Predicting Start and End Positions

To determine the start and end indices of the answer, BERT assigns probabilities to each token in the paragraph. These probabilities indicate how likely each token is to be the beginning or the end of the answer.

  • Start Vector: A learned vector that is used to compute the probability of each token being the start of the answer.
  • End Vector: A learned vector that is used to compute the probability of each token being the end of the answer.

For each token representation in the paragraph:

  1. Start Probability Calculation: Compute the dot product of the token's representation with the learned start_vector. Then, apply the softmax function to the resulting scores to obtain the probabilities for each token being the start of the answer.
  2. End Probability Calculation: Similarly, compute the dot product of the token's representation with the learned end_vector. Apply the softmax function to get the probabilities for each token being the end of the answer.

The token indices with the highest computed start and end probabilities are then identified as the predicted start and end points of the answer span.


Workflow Overview

The typical workflow for question-answering with a fine-tuned BERT model is as follows:

  1. Tokenization: Tokenize the question and the paragraph together. This usually involves combining them with special tokens (e.g., [CLS] at the beginning and [SEP] between the question and paragraph).
  2. Model Input: Input the combined tokens, along with token_type_ids and attention_mask, into the pre-trained BERT model.
    • token_type_ids help distinguish between tokens belonging to the question and tokens belonging to the paragraph.
    • attention_mask informs the model which tokens are actual words and which are padding.
  3. Embedding Extraction: Obtain the contextualized token embeddings from the output of the BERT model.
  4. Probability Computation: Utilize the learned start_vector and end_vector to compute the start and end probabilities for each token in the paragraph.
  5. Span Identification: Identify the token indices with the highest start and end probabilities.
  6. Answer Extraction: Reconstruct the answer by extracting the text span from the original paragraph that corresponds to the identified start and end token indices.

This process is often visualized to show the tokenization of the question-paragraph pair, the extraction of token embeddings, and the subsequent probability computation for the start and end tokens.


Technical Details

When BERT is fine-tuned for extractive question answering, the output layer is typically modified. For each token in the input sequence (specifically within the paragraph part), two scores are predicted:

  • A score indicating the likelihood of that token being the start of the answer.
  • A score indicating the likelihood of that token being the end of the answer.

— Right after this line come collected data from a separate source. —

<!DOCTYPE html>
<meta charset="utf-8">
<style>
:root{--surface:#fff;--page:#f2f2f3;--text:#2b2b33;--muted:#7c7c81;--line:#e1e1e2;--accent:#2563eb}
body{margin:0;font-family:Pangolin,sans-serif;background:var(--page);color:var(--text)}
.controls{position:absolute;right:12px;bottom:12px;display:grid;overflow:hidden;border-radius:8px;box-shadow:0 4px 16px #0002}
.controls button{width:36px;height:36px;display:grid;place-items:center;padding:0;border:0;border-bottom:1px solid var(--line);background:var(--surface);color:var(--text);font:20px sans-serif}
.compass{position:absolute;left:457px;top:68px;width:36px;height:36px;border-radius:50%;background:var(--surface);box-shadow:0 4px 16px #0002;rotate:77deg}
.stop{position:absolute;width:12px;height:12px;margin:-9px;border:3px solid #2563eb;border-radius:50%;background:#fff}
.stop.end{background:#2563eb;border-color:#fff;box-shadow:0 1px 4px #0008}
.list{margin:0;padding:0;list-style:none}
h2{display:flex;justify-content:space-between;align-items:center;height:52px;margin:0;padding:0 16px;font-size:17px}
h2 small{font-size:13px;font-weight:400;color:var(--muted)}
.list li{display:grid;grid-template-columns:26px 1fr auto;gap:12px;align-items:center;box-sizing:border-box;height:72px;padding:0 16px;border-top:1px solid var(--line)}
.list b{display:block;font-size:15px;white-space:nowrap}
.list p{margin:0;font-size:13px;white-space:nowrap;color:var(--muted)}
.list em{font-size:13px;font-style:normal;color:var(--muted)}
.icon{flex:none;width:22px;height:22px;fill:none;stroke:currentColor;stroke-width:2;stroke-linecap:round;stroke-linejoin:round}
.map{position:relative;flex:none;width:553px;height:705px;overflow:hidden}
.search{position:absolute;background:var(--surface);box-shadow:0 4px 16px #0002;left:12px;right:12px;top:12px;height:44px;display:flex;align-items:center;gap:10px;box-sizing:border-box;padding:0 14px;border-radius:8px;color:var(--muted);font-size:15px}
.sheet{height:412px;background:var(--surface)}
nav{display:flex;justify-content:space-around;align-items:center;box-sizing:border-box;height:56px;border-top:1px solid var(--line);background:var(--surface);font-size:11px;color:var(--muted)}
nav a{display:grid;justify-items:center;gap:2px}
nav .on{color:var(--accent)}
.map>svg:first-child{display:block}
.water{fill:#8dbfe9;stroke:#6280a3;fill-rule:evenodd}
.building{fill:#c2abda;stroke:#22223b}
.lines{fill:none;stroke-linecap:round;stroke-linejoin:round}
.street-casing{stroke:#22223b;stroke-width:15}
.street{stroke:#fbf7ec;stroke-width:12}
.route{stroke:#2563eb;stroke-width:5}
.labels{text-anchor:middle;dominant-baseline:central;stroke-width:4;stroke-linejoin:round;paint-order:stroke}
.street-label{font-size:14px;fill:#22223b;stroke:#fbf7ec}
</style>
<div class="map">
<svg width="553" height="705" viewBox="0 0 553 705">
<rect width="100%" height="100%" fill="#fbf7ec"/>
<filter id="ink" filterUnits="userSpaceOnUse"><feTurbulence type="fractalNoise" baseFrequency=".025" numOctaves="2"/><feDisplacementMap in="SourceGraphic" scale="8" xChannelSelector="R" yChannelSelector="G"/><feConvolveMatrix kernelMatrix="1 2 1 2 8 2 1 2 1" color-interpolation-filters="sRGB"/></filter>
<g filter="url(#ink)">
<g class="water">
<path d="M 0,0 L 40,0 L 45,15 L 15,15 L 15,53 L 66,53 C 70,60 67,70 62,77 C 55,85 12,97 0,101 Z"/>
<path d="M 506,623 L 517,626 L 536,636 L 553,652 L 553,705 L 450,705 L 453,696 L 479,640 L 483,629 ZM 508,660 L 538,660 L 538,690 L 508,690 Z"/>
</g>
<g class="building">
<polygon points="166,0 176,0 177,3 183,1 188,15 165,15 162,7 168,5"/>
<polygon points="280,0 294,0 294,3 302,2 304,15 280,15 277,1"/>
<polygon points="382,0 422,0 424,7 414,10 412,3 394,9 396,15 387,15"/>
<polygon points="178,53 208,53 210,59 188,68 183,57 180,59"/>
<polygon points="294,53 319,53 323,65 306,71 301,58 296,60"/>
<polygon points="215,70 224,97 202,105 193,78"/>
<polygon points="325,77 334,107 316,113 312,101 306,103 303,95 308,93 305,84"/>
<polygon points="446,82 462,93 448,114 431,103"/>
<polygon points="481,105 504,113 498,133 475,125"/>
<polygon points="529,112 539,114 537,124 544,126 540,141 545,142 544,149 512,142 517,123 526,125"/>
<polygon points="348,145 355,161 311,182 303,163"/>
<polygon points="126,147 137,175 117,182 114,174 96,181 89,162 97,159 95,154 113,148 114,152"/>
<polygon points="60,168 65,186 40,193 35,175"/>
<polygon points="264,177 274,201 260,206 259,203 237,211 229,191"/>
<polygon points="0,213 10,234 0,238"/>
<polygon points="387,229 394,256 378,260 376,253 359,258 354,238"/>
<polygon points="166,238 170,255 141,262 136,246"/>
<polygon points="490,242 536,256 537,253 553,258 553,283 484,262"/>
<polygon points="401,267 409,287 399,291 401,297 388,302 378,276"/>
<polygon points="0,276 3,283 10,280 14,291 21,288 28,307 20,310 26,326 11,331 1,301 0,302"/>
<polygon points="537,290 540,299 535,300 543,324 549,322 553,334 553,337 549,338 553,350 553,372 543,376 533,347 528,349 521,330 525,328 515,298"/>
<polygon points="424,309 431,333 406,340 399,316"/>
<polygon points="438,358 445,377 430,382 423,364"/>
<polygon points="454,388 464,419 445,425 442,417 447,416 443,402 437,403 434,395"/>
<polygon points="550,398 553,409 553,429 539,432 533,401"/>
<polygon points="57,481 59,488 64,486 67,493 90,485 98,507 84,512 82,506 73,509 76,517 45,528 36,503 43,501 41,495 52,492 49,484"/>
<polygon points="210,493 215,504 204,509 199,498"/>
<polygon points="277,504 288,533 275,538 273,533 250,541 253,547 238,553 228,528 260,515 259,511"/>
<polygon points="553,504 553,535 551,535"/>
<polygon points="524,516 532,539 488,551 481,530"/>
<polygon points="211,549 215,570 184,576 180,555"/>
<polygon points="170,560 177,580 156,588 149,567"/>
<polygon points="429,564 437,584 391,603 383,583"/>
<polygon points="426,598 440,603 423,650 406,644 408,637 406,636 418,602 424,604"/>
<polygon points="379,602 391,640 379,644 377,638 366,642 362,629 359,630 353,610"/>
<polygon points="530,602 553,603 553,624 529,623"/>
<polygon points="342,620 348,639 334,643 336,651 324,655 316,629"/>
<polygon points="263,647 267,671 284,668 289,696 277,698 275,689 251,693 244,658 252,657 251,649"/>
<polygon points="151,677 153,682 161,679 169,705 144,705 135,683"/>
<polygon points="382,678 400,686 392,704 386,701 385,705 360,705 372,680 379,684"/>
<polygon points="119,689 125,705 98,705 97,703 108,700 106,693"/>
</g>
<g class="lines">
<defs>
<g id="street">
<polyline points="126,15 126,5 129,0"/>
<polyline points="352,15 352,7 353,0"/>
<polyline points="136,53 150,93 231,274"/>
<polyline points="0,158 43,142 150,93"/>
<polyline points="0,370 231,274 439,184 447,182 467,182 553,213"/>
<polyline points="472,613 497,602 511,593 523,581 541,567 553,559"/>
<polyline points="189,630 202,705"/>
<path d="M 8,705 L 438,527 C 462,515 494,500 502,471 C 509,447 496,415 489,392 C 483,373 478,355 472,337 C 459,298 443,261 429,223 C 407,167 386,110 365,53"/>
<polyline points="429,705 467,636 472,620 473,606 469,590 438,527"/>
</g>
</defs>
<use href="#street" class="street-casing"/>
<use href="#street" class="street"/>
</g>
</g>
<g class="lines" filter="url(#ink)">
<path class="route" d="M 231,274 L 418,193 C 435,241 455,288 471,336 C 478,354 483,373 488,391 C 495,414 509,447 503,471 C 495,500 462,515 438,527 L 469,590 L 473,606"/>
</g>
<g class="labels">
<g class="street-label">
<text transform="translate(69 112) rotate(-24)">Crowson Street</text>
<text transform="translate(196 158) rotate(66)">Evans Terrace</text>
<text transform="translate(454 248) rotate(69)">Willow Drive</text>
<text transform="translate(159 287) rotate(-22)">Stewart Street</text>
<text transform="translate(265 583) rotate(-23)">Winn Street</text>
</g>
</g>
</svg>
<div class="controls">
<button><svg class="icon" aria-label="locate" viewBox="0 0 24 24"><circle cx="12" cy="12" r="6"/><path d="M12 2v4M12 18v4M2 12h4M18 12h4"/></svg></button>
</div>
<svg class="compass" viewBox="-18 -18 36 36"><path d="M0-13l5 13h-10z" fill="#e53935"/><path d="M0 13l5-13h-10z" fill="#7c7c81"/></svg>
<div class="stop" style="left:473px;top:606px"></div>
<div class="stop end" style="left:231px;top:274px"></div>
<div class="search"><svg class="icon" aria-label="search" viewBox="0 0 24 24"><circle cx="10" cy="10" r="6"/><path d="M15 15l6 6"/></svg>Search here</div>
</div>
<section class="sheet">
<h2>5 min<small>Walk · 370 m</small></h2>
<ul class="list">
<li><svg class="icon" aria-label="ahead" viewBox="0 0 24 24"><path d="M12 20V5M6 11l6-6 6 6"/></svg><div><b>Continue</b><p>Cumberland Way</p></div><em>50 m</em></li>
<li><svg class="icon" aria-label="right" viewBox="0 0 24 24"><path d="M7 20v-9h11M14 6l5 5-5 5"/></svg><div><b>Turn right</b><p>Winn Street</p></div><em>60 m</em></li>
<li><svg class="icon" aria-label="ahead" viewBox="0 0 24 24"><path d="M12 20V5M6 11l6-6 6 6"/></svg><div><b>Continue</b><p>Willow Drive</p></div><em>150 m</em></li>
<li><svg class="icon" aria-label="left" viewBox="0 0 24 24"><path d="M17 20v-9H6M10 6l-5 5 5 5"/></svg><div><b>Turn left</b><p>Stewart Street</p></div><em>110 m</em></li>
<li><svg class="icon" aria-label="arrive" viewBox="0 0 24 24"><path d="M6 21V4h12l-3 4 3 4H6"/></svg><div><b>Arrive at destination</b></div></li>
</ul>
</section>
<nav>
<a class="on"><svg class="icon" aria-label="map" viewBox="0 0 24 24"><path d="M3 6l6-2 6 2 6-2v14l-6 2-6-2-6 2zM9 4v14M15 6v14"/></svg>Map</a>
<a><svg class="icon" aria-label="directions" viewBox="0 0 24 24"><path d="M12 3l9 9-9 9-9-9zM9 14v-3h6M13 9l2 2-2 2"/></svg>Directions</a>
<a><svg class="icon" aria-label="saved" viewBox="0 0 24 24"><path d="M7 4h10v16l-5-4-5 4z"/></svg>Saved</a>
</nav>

These scores are then passed through a softmax function independently to convert them into probabilities. The model aims to find a start token index i and an end token index j (where i <= j) such that the sum of the start probability at i and the end probability at j is maximized. The actual answer is then the sequence of tokens from index i to j in the original paragraph.


Key Concepts

  • Extractive QA: The task of extracting a contiguous span of text from a document that answers a question.
  • Start/End Token Prediction: The core mechanism by which BERT identifies the answer span.
  • Fine-tuning: Adapting a pre-trained language model like BERT to a specific downstream task (QA in this case) by training it on a task-specific dataset.
  • token_type_ids: Used to differentiate segments in the input, crucial for distinguishing the question from the context.
  • Softmax: Applied to convert raw scores into probabilities, allowing for the selection of the most likely start and end tokens.

Interview Questions

Here are some common interview questions related to BERT for Question Answering:

  • What is the main objective in a BERT-based question answering task?
  • How does BERT process a question-paragraph pair for QA?
  • What are start and end vectors in the context of BERT QA?
  • How does BERT predict the start and end position of an answer?
  • Why is softmax used in predicting answer spans in BERT?
  • What is the input format for BERT in a QA task?
  • How does BERT differentiate between question and context tokens?
  • What are the roles of token_type_ids and attention_mask in QA with BERT?
  • What is the significance of the highest start and end probabilities?
  • How is the extracted answer span reconstructed from token indices?